■ Information
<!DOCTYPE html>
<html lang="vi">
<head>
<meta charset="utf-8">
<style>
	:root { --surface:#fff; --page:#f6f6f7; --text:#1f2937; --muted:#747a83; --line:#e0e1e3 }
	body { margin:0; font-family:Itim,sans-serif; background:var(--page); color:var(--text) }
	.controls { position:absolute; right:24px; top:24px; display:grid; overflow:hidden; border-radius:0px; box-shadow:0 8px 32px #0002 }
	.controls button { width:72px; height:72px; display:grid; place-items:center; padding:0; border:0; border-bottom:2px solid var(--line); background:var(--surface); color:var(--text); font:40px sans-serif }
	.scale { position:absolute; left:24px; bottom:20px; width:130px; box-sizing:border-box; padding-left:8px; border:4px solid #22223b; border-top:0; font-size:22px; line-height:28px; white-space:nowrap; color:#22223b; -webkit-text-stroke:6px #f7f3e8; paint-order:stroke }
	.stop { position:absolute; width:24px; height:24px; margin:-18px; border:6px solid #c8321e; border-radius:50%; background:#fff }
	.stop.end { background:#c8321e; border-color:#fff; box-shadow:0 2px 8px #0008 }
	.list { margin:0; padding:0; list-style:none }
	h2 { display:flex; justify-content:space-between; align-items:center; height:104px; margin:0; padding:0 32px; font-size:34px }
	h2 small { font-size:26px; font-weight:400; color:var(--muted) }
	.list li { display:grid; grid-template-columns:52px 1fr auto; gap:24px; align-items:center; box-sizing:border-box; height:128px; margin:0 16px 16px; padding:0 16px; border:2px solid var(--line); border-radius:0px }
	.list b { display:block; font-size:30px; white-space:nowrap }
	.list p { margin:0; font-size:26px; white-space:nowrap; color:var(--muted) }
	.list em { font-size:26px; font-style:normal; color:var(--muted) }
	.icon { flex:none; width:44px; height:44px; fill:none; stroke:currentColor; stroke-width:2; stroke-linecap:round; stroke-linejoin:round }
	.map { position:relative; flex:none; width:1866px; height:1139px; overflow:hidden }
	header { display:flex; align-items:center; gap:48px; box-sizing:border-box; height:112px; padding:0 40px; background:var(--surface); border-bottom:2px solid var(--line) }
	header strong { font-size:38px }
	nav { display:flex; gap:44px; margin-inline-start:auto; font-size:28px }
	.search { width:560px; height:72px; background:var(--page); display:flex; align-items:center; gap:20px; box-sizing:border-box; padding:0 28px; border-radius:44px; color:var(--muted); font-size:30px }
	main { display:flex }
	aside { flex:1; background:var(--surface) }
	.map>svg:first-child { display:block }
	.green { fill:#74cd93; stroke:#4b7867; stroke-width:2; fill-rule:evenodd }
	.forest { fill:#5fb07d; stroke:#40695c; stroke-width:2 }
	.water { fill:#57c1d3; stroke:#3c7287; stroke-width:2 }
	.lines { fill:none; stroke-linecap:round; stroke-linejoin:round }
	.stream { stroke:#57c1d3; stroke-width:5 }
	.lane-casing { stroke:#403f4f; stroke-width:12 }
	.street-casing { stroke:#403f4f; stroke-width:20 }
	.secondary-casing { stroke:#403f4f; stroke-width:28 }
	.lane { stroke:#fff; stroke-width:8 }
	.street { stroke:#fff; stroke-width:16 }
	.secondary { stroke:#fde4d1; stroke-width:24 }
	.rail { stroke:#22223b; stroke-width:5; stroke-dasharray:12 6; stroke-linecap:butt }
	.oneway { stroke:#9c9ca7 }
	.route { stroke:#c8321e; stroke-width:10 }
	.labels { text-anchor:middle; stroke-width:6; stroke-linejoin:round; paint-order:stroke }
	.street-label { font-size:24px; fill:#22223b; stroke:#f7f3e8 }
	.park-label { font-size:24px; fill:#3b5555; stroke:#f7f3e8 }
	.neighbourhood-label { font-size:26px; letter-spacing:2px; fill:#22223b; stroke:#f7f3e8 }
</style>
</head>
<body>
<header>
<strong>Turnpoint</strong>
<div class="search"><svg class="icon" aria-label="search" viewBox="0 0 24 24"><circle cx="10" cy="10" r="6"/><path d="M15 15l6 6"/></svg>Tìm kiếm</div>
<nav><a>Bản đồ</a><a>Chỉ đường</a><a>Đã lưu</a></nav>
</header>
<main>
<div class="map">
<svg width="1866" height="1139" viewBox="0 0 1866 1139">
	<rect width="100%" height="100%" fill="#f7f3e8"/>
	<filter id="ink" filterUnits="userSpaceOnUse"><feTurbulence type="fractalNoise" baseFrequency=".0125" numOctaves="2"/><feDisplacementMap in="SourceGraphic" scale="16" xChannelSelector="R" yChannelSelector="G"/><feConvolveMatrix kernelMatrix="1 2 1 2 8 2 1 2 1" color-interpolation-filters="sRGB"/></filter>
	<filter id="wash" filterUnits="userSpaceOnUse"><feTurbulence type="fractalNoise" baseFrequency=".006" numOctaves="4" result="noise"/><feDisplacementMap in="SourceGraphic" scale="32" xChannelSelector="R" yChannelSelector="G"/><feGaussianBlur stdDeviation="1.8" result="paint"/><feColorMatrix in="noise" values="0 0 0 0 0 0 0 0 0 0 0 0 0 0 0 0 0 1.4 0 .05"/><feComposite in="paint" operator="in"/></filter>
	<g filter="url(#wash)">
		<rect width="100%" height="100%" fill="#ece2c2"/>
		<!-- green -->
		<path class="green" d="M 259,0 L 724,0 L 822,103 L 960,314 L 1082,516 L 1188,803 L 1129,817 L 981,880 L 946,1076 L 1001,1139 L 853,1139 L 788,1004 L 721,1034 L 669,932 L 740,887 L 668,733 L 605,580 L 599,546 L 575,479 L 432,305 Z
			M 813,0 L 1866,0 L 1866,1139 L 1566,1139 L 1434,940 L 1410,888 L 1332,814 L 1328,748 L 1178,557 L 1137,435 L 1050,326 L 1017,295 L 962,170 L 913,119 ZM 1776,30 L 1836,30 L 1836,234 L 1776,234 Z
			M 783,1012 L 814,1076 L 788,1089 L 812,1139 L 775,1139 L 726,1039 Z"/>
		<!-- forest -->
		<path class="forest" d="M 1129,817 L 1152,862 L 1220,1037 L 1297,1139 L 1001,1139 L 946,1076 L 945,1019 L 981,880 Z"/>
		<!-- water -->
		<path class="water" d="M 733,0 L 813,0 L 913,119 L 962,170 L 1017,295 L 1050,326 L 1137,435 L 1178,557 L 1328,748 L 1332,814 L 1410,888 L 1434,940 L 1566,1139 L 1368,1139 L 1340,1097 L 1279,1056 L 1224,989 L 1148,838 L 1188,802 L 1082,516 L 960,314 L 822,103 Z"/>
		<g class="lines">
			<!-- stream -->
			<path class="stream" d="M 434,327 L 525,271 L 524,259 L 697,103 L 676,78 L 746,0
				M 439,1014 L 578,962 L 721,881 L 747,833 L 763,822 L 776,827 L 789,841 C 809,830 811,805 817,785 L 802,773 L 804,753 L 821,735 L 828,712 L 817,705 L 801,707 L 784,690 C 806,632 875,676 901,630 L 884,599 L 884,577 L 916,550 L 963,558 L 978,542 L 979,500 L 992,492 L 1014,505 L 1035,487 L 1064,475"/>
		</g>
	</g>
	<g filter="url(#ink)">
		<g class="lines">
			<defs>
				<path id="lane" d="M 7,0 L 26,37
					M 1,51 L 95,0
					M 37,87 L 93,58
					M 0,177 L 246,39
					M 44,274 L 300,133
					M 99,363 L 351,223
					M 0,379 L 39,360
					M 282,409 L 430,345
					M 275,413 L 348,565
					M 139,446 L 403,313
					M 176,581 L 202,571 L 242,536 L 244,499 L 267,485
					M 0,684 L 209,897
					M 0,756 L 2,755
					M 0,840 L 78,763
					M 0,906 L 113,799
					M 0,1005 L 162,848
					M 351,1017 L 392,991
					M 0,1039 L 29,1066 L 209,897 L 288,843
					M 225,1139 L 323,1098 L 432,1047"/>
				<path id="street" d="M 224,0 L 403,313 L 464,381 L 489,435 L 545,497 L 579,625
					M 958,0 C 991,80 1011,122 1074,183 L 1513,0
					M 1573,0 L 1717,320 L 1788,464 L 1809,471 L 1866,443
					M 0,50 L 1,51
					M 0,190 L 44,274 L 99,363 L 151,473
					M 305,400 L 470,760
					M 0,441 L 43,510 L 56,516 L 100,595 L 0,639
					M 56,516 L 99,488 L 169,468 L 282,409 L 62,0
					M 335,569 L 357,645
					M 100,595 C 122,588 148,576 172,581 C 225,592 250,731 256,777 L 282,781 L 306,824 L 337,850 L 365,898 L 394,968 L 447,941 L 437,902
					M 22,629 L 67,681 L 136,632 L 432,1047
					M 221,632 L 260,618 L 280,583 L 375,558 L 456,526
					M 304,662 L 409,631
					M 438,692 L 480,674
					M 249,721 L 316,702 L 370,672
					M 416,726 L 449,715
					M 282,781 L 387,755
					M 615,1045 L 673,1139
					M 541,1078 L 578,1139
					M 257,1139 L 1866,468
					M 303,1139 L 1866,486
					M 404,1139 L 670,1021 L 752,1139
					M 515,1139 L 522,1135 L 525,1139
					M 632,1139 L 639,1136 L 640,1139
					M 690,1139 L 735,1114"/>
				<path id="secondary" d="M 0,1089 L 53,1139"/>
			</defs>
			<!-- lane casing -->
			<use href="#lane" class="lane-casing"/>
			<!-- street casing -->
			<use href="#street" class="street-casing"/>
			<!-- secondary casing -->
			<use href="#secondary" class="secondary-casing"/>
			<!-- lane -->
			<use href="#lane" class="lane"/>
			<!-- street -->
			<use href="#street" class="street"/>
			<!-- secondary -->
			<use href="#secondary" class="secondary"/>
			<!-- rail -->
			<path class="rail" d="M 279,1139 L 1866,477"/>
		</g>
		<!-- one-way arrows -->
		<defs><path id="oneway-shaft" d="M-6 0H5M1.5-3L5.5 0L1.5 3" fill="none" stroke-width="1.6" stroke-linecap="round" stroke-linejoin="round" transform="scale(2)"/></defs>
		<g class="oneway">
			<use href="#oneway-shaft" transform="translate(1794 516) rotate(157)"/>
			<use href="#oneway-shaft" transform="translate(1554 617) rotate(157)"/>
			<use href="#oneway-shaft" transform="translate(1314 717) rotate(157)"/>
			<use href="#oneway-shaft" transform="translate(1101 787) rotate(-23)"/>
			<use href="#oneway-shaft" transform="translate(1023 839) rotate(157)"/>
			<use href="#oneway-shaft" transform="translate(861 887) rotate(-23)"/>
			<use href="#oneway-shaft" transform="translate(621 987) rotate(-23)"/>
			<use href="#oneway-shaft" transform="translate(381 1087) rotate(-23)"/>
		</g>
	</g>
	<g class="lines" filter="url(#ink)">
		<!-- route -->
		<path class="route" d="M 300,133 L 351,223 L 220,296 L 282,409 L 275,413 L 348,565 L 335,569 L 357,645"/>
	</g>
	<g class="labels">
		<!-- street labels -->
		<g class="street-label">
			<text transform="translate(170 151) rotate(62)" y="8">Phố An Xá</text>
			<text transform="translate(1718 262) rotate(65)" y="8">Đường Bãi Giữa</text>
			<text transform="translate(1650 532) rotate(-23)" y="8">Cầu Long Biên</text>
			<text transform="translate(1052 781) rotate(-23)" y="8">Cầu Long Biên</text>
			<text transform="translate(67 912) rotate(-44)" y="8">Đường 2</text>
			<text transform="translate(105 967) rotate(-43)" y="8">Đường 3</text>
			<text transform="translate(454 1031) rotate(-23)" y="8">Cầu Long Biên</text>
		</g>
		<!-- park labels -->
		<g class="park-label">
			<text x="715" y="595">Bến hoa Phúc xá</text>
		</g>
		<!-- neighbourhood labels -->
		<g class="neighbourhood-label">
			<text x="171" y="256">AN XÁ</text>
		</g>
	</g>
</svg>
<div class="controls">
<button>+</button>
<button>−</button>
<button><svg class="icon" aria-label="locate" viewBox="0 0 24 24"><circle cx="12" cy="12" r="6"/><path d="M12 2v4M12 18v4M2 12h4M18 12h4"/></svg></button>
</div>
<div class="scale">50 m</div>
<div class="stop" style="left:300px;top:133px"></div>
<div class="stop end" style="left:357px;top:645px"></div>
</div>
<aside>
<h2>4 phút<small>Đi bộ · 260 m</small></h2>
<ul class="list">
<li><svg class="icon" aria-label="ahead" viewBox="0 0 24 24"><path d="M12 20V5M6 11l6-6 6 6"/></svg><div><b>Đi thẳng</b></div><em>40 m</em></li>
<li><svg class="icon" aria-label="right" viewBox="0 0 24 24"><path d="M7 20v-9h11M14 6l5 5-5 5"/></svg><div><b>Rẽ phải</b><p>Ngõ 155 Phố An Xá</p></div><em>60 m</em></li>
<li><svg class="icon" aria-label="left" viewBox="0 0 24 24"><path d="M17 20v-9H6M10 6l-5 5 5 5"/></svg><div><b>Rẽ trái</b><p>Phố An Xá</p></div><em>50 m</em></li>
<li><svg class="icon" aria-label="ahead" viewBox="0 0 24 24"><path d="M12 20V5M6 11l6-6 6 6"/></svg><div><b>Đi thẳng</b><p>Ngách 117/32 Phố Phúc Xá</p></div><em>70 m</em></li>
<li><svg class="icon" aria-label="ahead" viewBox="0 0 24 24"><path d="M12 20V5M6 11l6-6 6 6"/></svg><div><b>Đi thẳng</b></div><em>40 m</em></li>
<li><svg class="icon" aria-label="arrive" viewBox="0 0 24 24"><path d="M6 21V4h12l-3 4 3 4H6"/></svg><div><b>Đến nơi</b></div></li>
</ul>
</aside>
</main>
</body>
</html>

■ Description of the task
Only lines with the word "margin" are wanted; pull each of them from the records.

■ Reply to the exercise
	body { margin:0; font-family:Itim,sans-serif; background:var(--page); color:var(--text) }
	.stop { position:absolute; width:24px; height:24px; margin:-18px; border:6px solid #c8321e; border-radius:50%; background:#fff }
	.list { margin:0; padding:0; list-style:none }
	h2 { display:flex; justify-content:space-between; align-items:center; height:104px; margin:0; padding:0 32px; font-size:34px }
	.list li { display:grid; grid-template-columns:52px 1fr auto; gap:24px; align-items:center; box-sizing:border-box; height:128px; margin:0 16px 16px; padding:0 16px; border:2px solid var(--line); border-radius:0px }
	.list p { margin:0; font-size:26px; white-space:nowrap; color:var(--muted) }
	nav { display:flex; gap:44px; margin-inline-start:auto; font-size:28px }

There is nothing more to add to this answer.